Wednesday, February 04, 2009

Death of the Remisiers? Not yet

On the first day of the Chinese New Year (January 26), many remisiers (yours truly included) were rudely reminded that their days of "comfortable" living are numbered. In an article entitled "Competition hots up for online share trading", the Star newspaper has highlighted that zero (or, near zero) brokerage has finally arrived and the service of remisier may not be required. This story followed another equally depressing article from the Star, entitled "Remisiers turn to part-time jobs" which appeared during the Christmas holidays last year (on December 28).

I just like to share my thoughts on this matter. The first thing I like to say is that remisiers' income, like that of the stockbroking firms and stock exchange company (i.e. Bursa Malaysia), fluctuates & moves in tandem with the sentiment in the stock market. In the present bear market, when investors and traders are not more willing to take on more risk, the trading volume and remisiers' income would naturally decline. It is very normal and nothing to fret about.

Zero brokerage is a totally different thing. However, it must be noted that zero brokerage schemes offered so far are for a limited period. CIMB's Clicks Trader's promotion is valid from Jan 9 to March 8 only. The report did not mention about Kenanga's 2EC account, which is a negotiable trading account. As currently practiced in 2 branches in Petaling Jaya (up to February 17), Kenanga's 2EC account offers zero brokerage rate for the buy-side contract, but attracts normal brokerage rate for the sell-side contract. This effectively offers the clients a 50% discount to the normal brokerage rate. Certain terms & conditions apply, such as cash upfront, etc.
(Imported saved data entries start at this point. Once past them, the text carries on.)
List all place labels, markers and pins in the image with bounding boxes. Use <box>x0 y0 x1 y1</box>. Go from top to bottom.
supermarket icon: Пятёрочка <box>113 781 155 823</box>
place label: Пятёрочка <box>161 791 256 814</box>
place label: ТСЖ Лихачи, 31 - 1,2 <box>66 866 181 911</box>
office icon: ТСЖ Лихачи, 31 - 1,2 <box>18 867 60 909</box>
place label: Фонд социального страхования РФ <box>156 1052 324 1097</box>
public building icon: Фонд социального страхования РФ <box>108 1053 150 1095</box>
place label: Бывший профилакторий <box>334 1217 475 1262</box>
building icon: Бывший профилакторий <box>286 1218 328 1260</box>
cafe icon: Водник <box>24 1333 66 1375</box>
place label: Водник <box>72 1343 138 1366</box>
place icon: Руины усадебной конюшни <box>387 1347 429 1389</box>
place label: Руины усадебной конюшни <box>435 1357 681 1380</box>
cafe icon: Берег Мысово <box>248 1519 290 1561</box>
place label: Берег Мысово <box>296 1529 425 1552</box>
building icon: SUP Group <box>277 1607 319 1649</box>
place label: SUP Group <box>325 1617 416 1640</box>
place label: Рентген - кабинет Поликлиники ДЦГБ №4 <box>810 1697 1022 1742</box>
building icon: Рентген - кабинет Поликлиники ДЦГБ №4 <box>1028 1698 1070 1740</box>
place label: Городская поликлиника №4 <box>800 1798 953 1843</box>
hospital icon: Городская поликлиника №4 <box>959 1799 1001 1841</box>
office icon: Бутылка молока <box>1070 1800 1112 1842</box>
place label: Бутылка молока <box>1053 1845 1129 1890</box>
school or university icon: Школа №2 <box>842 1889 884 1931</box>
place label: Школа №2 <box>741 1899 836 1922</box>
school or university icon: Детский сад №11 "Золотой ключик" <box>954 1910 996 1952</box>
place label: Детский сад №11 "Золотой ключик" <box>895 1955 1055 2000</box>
Zero brokerage rate is not sustainable. One of the first online broker to offer zero brokerage rate in US is Zecco and it is finding it very hard to make money. Clusterstock has this story about how Zecco is changing its current practices in order to survive (go here). A copy of the letter it sent to clients, informing them that it would no longer be so generous (emphasis are mine) is given below:

Dear Zecco Trading client,

I’m writing to tell you that as of March 1st, 2009, we’re increasing the minimum level of assets needed to earn 10 free trades per month to $25,000. We’re also adding a new way to get free trades: customers who make at least 25 total trades per month will also qualify for 10 free stock trades per month.

Additionally, as of March 1st, 2009, you’ll be able to earn $75 for each friend referred to Zecco Trading through our Zecco Friends program. You can use that cash to offset trade commissions or make new investments.
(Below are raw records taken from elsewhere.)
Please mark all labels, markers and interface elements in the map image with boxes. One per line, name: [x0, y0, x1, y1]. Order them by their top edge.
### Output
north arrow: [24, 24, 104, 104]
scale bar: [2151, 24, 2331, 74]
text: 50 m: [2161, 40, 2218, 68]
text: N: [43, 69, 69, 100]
Why was this necessary now? Anyone who’s read a newspaper lately knows that the US and world economies have been hit hard over the past 4 months. As a result, some of the largest corporations in the world have had to cut costs and adjust to new business realities. With reduced retail trading volumes and lower interest rates, we at Zecco Trading simply could no longer provide free trades to as many people as we would like.


To quote Mark Twain who said "Rumors of my death have been greatly exaggerated!", I would assure one & all that remisiers will still be around. To be relevant, we remisiers must strive to improve our service to our customers.

4 comments:

Unknown said...

not dead but half death...

lin said...

sounds like some broking houses are determine to cause the death of remisiers? Can someone please let the broking houses know that they are barking up the wrong tree?? As for striving to provide better services, i think clients are a pampered lot nowadays and remisiers try too hard.

Alex Lu said...

Hi Fairies,

My personal experience is that most clients are quite reasonable. While most of them would like to enjoy lower transaction cost, they are aware that there is no such thing as a free lunch. If the brokerage rate dropped too much, their remisier will not be available to service them any longer.
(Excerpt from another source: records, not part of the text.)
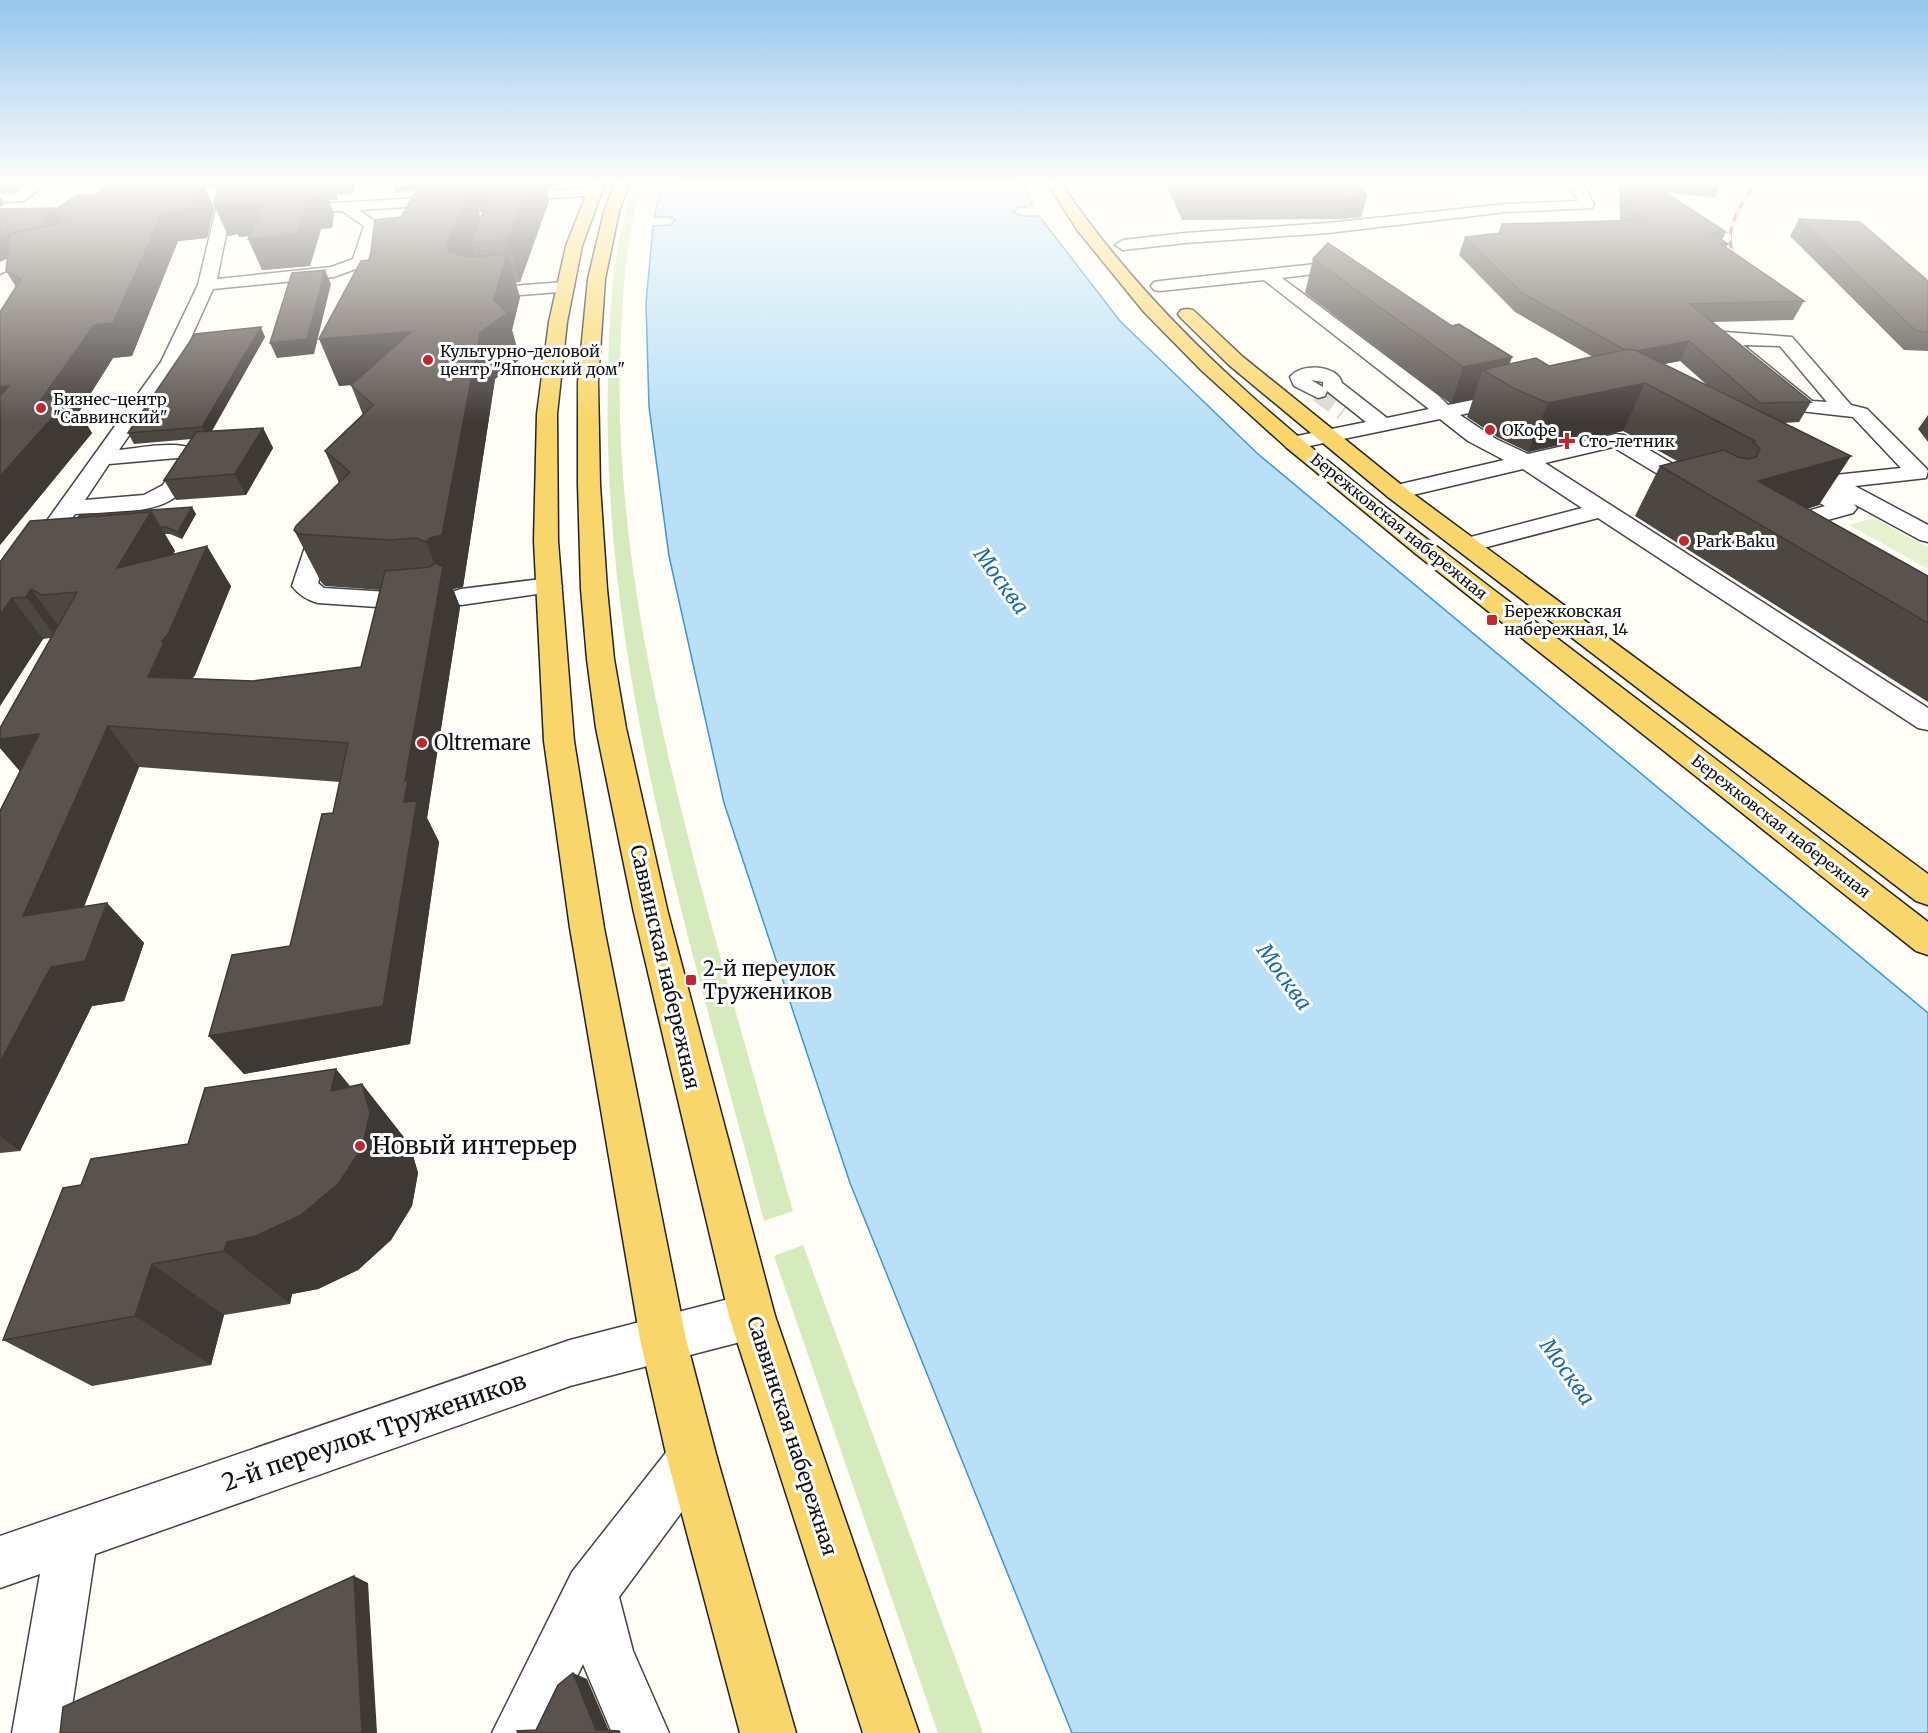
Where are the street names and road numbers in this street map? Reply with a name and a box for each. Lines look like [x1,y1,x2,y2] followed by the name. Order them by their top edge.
[1307,448,1491,604] street label: Бережковская набережная
[1687,750,1875,902] street label: Бережковская набережная
[625,842,706,1092] street label: Саввинская набережная
[742,1313,843,1559] street label: Саввинская набережная
[218,1365,530,1498] street label: 2-й переулок Тружеников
Whether the level of service currently rendered by the remisier and the broking firm commensurates with the brokerage rate is something that the parties concerned will have to assess. There are instances where a remisier did a lot of work only to be compensated by a small commission (flowing from a small order). There are also instances where a big order came in where the remisier merely passed through the order and earned a big commission. So, there is no hard & fast rule.

With financial liberalization & the advance of the internet, remisiers must do more in order to earn their keep. They must upgrade their knowledge & skill as well as their level of service in order to assist their clients. While many remisiers are constantly improving themselves or their service level, some chose to hide behind a narrow & strict interpretation of the law, which supposedly forbids them from advising their clients. I do not share such sentiments. The fact that a remisier need to have a certain level of knowledge & skill before getting their license as well as constantly enhancing their knowledge & skill (thru CPE courses) is a clear indication that the authority expects remisiers to have a certain level of competency and to apply it in servicing their clients. Only by doing so would remisiers remained relevant in today's world.

JY said...

Hi Alex

Very well written article. Would you mind to share what are the added services a remisier provide to their customers?

Do they manage clients' portfolio just like what a fund manager does?

My remisier picks up my call when I want to place order, and return call to me once order is done. He is just an order taker. Are those the only services we get for the additional brokerage (compared to online trading) we pay? Appreciate if you could share your view. Thanks.